Il me raconte alors un épisode digne d’esprits criminels ou des experts. Dimanche soir, sa femme venant de Nantes, vient lui montrer ses enfants et récupérer sa pension alimentaire. Ce sont mes quelques billets de banque du méchoui que Brahim s’apprête à lui donner. Alors sa fille ainée demande à ses parents de bien l’écouter: « Papa, Maman je veux vous dire que le copain de maman (son beau père) m’a plusieurs fois embêtée et plus …  »

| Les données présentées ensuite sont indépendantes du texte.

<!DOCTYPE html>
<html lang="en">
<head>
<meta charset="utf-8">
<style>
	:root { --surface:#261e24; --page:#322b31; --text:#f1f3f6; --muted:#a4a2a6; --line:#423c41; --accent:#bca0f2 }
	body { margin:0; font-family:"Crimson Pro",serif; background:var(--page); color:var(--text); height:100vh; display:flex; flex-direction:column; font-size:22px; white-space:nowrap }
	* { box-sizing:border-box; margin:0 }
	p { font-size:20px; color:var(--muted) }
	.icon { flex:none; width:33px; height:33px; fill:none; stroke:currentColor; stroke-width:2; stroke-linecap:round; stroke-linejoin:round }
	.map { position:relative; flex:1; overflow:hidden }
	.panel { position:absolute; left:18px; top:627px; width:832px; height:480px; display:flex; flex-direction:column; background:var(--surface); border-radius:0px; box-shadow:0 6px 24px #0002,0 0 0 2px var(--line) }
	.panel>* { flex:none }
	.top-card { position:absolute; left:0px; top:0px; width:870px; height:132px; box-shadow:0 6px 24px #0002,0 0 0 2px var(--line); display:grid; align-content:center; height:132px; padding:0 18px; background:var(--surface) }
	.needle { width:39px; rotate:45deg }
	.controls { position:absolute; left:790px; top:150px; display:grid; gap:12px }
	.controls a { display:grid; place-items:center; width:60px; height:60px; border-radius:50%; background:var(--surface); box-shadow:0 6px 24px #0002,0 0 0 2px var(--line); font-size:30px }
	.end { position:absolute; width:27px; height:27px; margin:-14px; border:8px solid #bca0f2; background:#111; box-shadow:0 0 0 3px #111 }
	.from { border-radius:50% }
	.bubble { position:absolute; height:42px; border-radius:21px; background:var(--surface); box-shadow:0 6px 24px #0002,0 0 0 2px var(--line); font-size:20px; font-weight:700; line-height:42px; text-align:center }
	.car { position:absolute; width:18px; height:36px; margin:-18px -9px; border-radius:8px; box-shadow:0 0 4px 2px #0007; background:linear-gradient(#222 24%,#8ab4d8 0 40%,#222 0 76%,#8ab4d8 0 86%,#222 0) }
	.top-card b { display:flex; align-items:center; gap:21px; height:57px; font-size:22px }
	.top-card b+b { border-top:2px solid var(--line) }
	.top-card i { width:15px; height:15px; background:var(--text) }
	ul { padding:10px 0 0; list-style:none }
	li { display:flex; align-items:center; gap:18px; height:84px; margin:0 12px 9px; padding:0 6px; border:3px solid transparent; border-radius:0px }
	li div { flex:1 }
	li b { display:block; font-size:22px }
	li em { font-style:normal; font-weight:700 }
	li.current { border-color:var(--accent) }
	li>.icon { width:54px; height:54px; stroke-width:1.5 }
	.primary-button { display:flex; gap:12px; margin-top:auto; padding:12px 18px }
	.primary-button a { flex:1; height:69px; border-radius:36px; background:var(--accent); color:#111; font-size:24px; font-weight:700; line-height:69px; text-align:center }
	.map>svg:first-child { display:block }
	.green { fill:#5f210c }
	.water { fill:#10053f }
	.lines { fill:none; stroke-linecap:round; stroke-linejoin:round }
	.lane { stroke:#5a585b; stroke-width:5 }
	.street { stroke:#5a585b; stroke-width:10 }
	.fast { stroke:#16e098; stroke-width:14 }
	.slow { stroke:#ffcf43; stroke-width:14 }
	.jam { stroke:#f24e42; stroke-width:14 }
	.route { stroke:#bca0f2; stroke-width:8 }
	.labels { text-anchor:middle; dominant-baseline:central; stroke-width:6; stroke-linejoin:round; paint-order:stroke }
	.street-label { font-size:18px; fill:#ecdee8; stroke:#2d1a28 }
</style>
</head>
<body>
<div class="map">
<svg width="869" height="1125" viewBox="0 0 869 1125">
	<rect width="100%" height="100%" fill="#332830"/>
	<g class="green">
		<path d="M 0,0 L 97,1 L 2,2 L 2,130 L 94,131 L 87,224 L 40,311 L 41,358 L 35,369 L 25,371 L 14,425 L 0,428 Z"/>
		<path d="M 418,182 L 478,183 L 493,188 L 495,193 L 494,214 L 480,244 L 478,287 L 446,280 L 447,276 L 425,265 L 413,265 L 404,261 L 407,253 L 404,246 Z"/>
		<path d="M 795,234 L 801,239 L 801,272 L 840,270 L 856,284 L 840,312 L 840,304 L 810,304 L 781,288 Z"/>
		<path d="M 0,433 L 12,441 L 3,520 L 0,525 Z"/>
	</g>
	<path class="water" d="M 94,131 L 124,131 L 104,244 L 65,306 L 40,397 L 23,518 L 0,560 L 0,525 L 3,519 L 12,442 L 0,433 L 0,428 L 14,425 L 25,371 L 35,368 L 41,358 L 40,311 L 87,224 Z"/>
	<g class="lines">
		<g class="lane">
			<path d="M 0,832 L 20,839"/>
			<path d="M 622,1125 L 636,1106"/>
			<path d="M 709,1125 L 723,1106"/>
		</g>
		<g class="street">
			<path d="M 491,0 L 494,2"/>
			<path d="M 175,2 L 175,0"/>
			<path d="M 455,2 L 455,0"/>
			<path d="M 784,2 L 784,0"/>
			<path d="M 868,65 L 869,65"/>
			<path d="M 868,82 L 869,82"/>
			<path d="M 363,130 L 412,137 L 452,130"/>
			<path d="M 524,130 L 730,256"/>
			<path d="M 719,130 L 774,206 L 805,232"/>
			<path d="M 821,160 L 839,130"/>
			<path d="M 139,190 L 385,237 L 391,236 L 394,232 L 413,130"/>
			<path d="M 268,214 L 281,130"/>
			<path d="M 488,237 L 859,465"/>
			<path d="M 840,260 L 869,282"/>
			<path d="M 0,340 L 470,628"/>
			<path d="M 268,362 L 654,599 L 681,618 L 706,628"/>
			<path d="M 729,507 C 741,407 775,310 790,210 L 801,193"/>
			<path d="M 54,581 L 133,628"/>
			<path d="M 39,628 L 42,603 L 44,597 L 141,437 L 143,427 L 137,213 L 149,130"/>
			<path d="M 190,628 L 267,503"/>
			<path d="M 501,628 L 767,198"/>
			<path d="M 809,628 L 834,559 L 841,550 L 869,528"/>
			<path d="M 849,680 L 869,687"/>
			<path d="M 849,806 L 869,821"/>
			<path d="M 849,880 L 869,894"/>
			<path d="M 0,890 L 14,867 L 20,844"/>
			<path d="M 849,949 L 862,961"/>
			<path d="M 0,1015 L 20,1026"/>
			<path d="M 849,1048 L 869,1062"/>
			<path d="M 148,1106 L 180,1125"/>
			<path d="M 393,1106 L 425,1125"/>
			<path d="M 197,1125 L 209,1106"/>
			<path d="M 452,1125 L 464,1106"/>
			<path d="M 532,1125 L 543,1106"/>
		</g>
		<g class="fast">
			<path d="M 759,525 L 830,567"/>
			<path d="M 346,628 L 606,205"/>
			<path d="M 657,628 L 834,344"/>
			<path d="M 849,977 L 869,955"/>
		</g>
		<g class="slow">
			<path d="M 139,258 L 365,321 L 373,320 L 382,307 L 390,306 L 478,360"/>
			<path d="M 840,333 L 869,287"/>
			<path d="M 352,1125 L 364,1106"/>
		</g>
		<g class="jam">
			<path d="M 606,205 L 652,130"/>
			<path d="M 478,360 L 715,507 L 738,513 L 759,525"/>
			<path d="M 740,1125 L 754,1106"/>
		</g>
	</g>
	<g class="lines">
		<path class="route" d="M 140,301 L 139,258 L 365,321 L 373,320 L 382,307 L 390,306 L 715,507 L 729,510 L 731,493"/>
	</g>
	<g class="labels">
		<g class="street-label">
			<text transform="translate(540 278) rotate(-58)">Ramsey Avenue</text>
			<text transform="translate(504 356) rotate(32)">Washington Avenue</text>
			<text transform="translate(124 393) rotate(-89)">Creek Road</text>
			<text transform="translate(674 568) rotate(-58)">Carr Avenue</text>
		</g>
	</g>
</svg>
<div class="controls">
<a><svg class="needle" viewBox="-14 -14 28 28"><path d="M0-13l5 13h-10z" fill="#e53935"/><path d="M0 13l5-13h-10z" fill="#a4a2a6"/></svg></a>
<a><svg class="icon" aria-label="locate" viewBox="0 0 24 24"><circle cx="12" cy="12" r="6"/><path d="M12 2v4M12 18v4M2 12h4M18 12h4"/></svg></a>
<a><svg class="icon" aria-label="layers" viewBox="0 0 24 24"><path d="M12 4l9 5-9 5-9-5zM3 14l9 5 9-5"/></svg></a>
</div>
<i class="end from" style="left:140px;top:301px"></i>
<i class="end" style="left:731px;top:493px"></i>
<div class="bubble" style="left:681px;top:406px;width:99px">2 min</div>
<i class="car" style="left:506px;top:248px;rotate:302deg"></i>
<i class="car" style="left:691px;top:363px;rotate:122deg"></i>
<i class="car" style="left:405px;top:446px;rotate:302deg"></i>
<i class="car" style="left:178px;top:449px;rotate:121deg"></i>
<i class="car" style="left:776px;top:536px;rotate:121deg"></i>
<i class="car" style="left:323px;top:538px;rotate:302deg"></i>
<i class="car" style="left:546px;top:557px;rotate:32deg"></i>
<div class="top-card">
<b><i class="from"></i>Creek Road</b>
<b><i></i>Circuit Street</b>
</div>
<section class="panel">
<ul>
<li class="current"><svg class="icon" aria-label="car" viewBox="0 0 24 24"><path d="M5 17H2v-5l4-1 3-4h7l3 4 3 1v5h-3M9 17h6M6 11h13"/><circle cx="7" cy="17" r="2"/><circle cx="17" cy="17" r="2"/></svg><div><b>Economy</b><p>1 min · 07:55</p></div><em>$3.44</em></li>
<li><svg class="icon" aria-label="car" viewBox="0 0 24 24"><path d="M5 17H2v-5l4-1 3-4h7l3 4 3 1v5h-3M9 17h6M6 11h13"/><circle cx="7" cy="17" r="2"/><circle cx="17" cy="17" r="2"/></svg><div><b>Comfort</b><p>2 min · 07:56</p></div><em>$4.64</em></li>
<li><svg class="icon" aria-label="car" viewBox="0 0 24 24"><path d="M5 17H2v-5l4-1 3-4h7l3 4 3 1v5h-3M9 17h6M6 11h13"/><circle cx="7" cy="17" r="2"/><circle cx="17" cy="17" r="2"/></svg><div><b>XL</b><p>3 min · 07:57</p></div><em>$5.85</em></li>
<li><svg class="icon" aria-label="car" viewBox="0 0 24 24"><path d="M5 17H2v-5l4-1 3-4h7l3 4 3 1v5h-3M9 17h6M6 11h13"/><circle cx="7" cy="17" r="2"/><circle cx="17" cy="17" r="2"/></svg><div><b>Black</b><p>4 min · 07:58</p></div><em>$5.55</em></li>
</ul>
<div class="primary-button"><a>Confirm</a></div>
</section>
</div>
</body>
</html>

Sa maman nie, rigole:  » Tu dis n’importe quoi, tu es bien comme ton père! »

Brahim devient fou, prend un couteau de décoration, se jette sur elle et la perfore de 4 coups de couteaux dans le coeur, les épaules et le foie. Elle git par terre, les petits hurlent, Brahim est comme un fou, appelle les voisins et téléphone aux secours, aux pompiers, à la police.

Jamais, en écoutant Brahim,  je n’imagine qu’il puisse me mentir. Je sais qu’il dit vrai, je le sens triste, il a honte, il a tout perdu. Depuis, j’essaye d’être objectif, de penser à une manipulation, un mensonge. Je pense aussi aux enfants, à la famille de la maman, je doute de tout et surtout je doute. Je reprends mon humanisme, je lui donne les quelques cigarettes que j’ai et  lui demande de faire un bon tous les vendredis pour venir me voir.

Le soir, dans mon lit, je pense à lui, dans sa cellule à 3 dans 9 mètres carrés. Moi, dans mon lit, apparemment heureux et pourtant…

Je suis très fier, aujourd’hui, je reçois ma carte magnétique, pour rentrer dans la prison et avoir les fabuleuses clefs dont 500 détenus rêvent dans leur sommeil.